The relative importance of HDL2 and HDL3 cholesterol as risk factors for ischemic heart disease (IHD) is still uncertain. Their associations with the incidence of IHD in the Caerphilly and Speedwell prospective studies are described. The two studies have a common core protocol and are based on a total of 4860 middle-aged men from the general population. The first follow-up was at a nearly constant interval of 5.1 years in Caerphilly and 3.2 years in Speedwell: 251 major IHD events had occurred. Lipid levels were measured on fasting samples. Different laboratories were used by the two studies. Each laboratory used ultracentrifugation to separate HDL2 and HDL3. Both subfractions were inversely associated with risk of IHD. Standardized relative odds of developing major IHD were 0.95 (95% confidence interval [CI], 0.80 to 1.14) for HDL2 cholesterol and 0.83 (95% CI, 0.68 to 1.00) for HDL3 cholesterol in Caerphilly and 0.76 (95% CI, 0.57 to 1.01) for HDL2 and 0.64 (95% CI, 0.49 to 0.83) for HDL3 in Speedwell. The association with incident IHD appeared to be stronger for HDL3 in both areas.

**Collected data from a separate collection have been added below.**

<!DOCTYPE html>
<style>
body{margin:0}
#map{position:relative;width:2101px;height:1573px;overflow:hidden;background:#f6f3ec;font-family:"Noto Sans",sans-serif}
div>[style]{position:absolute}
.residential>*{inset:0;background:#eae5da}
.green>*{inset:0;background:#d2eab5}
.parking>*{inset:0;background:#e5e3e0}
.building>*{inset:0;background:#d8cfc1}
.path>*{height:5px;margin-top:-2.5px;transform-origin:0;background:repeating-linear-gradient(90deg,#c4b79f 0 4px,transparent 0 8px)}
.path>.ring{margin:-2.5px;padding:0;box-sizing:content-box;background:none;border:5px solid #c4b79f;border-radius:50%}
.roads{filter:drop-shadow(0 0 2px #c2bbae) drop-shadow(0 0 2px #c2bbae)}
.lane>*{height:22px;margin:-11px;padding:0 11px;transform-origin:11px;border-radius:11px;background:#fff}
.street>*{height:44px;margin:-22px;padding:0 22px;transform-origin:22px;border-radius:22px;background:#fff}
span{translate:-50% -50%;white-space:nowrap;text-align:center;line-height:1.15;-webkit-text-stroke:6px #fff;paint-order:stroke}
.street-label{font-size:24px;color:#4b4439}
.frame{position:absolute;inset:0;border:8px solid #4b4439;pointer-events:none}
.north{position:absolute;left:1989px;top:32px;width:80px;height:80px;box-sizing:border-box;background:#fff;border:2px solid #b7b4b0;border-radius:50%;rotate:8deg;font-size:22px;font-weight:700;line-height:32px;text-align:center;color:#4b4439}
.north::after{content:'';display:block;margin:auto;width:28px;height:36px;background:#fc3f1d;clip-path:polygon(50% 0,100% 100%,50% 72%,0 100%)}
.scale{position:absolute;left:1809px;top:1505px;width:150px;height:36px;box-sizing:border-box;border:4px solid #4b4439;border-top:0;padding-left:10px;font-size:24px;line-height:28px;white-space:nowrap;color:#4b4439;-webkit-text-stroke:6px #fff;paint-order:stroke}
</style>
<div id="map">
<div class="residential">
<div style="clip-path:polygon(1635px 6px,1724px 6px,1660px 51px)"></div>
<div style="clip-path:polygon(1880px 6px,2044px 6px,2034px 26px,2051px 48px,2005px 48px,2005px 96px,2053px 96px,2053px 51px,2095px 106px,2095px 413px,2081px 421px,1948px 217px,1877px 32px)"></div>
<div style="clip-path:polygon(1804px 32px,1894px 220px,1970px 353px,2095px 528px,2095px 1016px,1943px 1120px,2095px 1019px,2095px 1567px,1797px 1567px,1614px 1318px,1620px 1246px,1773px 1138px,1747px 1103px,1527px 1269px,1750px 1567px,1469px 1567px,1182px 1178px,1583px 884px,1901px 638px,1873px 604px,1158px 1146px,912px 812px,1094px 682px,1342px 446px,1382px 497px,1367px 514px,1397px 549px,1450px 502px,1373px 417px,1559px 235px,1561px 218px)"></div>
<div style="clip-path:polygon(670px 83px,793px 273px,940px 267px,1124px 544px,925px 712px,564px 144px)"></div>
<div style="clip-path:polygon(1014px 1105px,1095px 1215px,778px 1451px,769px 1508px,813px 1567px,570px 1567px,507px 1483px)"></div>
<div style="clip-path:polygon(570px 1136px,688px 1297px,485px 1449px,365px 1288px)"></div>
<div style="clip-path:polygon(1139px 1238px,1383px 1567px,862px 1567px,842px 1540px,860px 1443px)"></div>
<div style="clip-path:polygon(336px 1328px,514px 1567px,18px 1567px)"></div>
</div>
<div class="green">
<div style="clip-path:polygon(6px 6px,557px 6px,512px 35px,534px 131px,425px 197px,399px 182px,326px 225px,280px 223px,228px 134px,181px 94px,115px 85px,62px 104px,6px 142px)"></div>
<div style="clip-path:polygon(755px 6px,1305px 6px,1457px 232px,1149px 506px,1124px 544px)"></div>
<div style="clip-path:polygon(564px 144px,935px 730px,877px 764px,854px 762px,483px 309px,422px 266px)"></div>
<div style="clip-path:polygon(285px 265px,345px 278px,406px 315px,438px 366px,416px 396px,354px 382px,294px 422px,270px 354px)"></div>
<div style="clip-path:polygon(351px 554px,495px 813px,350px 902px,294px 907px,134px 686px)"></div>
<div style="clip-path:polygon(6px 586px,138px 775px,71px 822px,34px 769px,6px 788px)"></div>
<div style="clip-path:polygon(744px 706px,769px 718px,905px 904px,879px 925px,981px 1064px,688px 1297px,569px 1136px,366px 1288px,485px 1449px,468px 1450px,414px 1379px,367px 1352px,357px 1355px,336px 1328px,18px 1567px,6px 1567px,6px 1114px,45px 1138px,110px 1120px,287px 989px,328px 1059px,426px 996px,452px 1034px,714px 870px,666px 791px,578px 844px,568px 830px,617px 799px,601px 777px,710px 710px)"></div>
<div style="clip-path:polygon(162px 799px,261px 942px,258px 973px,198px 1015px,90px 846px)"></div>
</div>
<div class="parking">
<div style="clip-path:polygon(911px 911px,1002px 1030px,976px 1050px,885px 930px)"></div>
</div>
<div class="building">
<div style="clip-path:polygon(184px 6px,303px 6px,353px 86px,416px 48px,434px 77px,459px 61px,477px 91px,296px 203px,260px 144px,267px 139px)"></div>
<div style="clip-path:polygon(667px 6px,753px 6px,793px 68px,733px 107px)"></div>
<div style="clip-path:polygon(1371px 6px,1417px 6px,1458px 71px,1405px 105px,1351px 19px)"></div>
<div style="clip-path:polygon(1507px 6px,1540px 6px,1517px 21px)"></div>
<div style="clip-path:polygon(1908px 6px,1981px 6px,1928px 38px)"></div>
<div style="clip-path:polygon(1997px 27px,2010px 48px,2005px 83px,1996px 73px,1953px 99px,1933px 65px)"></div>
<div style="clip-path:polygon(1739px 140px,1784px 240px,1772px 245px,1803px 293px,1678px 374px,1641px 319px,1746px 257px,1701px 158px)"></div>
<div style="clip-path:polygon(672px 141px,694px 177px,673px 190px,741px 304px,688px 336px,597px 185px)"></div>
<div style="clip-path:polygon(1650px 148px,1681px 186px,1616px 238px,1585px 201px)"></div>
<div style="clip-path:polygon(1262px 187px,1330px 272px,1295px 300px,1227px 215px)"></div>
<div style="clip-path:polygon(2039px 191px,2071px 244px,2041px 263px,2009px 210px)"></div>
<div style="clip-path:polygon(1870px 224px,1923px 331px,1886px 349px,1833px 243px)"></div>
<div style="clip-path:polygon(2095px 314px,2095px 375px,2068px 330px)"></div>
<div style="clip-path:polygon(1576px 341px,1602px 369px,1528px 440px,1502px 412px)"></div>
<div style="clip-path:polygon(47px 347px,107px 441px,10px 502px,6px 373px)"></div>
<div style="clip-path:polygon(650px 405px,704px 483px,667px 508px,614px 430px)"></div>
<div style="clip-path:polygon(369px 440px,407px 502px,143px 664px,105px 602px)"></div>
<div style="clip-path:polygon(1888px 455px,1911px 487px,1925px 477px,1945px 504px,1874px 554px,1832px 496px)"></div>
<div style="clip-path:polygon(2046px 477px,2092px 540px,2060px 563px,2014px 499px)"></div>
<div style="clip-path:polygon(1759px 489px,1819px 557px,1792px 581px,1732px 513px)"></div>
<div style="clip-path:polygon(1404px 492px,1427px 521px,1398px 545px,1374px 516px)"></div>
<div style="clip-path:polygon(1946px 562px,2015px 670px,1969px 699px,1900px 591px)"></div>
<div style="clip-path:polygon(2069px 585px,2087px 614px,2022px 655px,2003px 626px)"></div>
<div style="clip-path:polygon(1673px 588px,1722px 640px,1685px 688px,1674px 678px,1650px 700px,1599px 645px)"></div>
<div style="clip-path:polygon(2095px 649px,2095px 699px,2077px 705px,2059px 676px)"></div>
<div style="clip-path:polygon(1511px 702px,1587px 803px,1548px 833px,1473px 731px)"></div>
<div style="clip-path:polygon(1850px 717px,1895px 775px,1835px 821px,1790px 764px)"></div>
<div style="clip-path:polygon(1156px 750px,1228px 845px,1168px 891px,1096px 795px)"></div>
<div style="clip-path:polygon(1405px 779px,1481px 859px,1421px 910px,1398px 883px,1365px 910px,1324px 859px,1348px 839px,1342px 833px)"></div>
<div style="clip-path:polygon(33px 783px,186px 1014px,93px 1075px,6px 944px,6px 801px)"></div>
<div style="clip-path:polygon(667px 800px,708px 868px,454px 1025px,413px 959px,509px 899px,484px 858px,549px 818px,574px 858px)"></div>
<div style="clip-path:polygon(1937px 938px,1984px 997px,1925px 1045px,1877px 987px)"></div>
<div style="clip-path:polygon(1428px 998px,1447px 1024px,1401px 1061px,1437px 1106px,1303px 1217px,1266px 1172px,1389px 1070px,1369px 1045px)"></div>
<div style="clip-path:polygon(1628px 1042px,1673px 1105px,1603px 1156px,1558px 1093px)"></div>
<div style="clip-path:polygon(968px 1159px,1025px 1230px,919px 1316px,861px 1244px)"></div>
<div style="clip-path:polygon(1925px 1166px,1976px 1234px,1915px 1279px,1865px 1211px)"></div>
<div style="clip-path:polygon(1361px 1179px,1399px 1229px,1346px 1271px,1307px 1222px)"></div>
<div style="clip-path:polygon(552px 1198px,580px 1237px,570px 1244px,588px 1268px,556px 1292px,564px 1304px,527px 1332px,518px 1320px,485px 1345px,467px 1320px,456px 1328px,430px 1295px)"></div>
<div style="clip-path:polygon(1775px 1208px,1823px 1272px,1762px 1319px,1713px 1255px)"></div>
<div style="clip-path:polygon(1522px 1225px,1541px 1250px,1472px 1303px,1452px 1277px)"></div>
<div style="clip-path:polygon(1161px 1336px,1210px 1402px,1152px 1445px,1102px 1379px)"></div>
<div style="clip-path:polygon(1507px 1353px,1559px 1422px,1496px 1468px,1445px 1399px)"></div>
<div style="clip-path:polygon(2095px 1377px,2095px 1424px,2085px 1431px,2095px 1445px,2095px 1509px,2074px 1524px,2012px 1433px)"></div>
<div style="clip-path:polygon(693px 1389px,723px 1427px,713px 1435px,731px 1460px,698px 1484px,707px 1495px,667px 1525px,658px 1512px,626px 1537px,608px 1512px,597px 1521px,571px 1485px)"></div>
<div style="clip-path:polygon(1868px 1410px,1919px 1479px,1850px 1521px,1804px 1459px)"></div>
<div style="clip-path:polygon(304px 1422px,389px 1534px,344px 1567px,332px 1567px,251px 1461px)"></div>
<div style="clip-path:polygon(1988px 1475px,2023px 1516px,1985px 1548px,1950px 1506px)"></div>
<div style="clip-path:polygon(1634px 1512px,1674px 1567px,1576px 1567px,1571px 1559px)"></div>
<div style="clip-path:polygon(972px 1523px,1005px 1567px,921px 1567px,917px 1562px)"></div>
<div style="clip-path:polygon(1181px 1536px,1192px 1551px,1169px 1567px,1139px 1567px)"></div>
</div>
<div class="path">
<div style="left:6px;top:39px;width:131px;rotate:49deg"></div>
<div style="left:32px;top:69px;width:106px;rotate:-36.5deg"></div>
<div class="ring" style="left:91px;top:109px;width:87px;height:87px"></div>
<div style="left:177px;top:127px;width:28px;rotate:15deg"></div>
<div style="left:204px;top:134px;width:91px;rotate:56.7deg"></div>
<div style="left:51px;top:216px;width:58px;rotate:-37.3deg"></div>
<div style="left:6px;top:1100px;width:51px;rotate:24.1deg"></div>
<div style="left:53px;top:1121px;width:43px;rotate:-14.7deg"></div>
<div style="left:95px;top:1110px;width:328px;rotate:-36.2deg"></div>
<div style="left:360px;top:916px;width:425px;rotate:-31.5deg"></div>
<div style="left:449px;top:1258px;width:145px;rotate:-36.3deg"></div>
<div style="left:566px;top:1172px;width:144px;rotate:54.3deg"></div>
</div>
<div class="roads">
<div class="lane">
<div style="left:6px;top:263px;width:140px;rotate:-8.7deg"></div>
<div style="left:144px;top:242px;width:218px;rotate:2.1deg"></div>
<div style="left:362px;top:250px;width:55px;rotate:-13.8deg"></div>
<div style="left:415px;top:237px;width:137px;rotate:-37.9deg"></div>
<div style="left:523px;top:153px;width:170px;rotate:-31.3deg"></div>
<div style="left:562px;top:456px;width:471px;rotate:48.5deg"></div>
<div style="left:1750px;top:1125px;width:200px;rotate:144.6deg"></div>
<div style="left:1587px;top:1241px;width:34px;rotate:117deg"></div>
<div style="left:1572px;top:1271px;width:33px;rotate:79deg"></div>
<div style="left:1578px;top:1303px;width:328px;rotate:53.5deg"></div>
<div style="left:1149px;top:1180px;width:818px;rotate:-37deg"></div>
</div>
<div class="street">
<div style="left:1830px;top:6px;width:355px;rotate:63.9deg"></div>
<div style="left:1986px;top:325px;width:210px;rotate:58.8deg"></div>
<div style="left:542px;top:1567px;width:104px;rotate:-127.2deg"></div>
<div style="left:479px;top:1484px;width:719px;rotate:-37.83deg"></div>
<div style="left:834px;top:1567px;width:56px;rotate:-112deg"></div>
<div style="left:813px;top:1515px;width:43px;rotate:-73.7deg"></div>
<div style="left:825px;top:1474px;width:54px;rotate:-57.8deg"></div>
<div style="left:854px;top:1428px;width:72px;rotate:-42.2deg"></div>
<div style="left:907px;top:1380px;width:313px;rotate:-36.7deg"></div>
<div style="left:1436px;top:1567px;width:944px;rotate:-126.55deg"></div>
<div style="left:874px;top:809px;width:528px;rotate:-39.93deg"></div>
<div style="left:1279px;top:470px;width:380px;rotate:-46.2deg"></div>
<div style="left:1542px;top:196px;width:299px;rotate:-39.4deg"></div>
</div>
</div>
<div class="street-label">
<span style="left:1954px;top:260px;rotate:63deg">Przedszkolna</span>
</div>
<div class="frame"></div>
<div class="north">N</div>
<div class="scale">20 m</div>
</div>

No linear combination of the two subfractions was a better predictor of IHD than total HDL cholesterol alone. In British men, both HDL2 and HDL3 cholesterol are inversely associated with the incidence of IHD. However, the prediction of the risk of IHD from total HDL cholesterol alone could not be improved upon by measurement of the two HDL subfractions. The relative value of the two HDL subfractions as predictors of risk is still unresolved. The uncertainty may be due, at least in part, to problems associated with their measurement.